◆ **Instructions for the task**: Return the data below exactly as given, except for the images.

(Collected data entries)

########

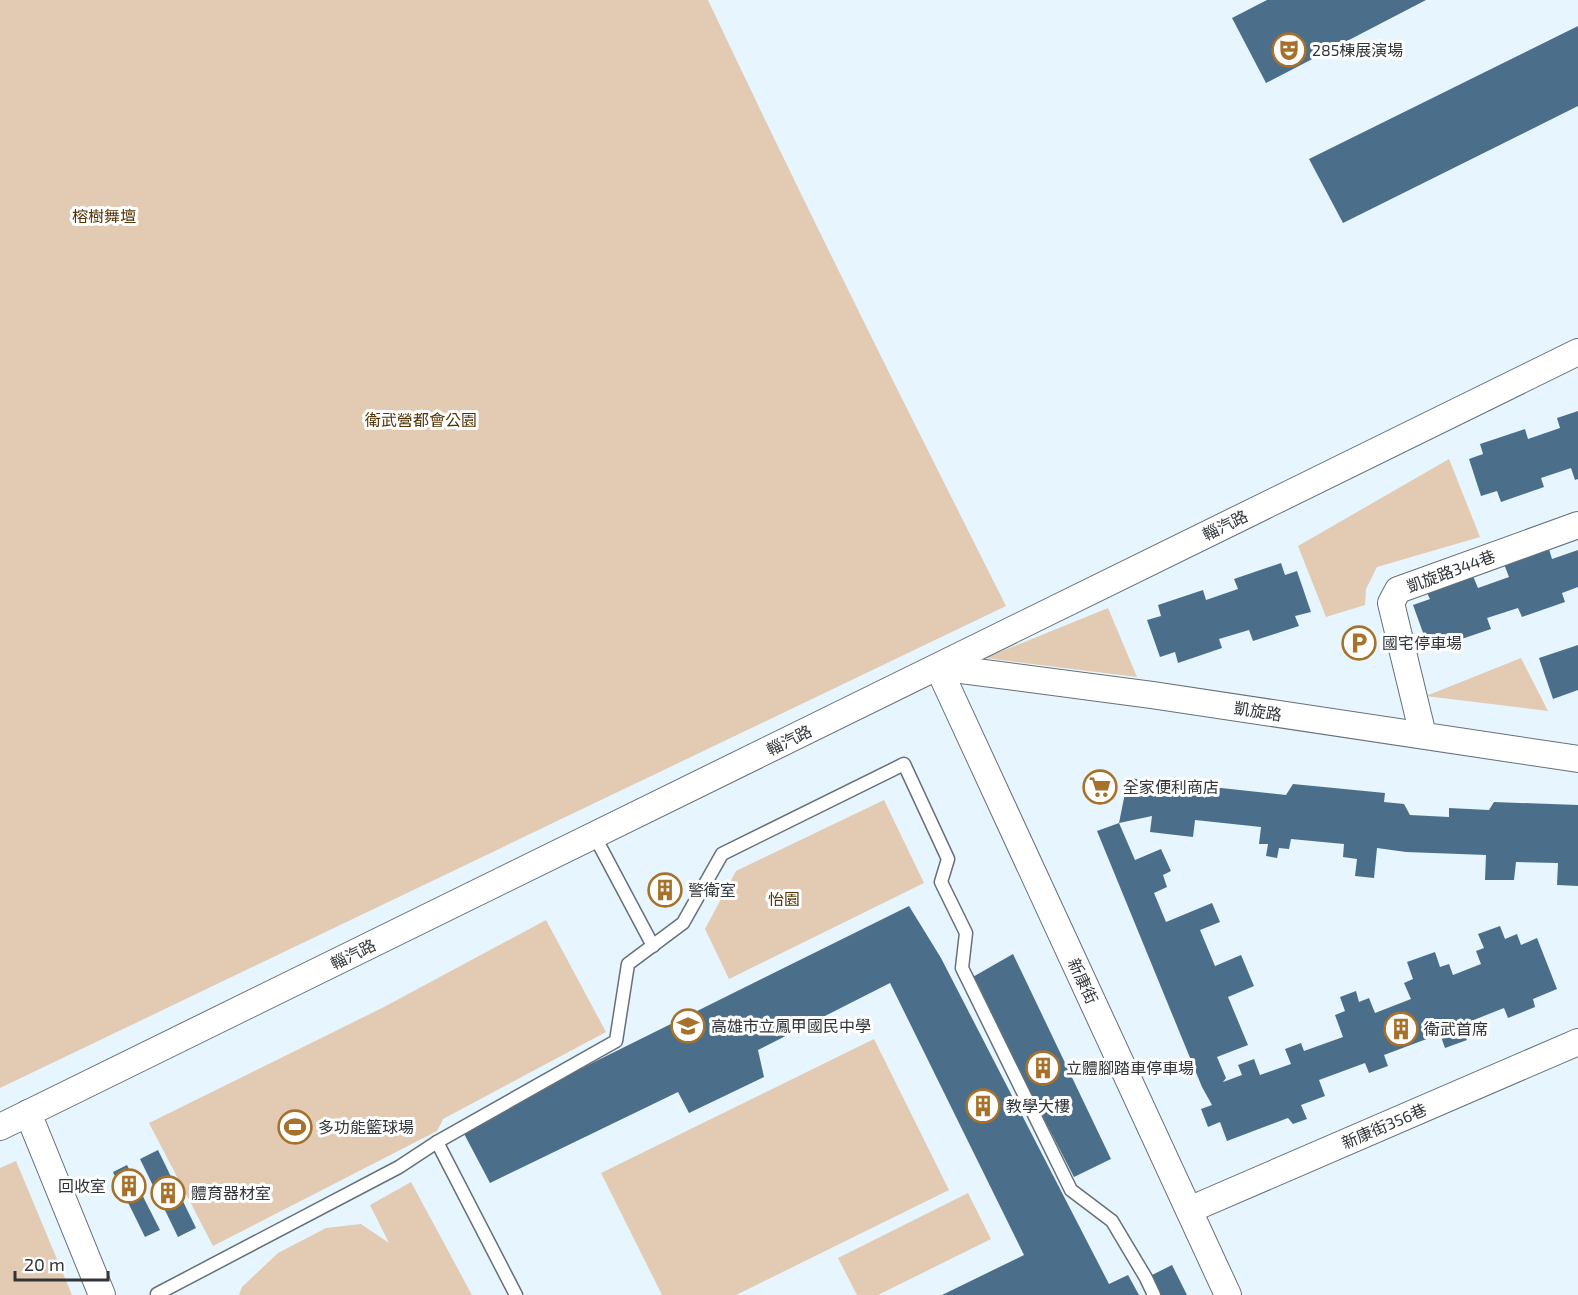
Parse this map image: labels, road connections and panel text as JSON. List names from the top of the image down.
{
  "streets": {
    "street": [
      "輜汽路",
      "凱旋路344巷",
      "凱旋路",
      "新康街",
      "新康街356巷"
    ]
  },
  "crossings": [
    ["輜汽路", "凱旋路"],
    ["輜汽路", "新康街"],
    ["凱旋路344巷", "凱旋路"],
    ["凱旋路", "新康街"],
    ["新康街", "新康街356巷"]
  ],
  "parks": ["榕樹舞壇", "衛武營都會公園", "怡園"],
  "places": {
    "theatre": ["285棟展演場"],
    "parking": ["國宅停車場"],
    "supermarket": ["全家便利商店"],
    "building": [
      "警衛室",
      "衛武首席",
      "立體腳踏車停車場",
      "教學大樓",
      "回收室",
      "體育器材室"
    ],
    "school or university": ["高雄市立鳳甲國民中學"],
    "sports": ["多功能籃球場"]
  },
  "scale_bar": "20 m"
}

########

◆ **Solution below**:
Parse this map image: labels, road connections and panel text as JSON. List names from the top of the image down.
{
  "streets": {
    "street": [
      "輜汽路",
      "凱旋路344巷",
      "凱旋路",
      "新康街",
      "新康街356巷"
    ]
  },
  "crossings": [
    ["輜汽路", "凱旋路"],
    ["輜汽路", "新康街"],
    ["凱旋路344巷", "凱旋路"],
    ["凱旋路", "新康街"],
    ["新康街", "新康街356巷"]
  ],
  "parks": ["榕樹舞壇", "衛武營都會公園", "怡園"],
  "places": {
    "theatre": ["285棟展演場"],
    "parking": ["國宅停車場"],
    "supermarket": ["全家便利商店"],
    "building": [
      "警衛室",
      "衛武首席",
      "立體腳踏車停車場",
      "教學大樓",
      "回收室",
      "體育器材室"
    ],
    "school or university": ["高雄市立鳳甲國民中學"],
    "sports": ["多功能籃球場"]
  },
  "scale_bar": "20 m"
}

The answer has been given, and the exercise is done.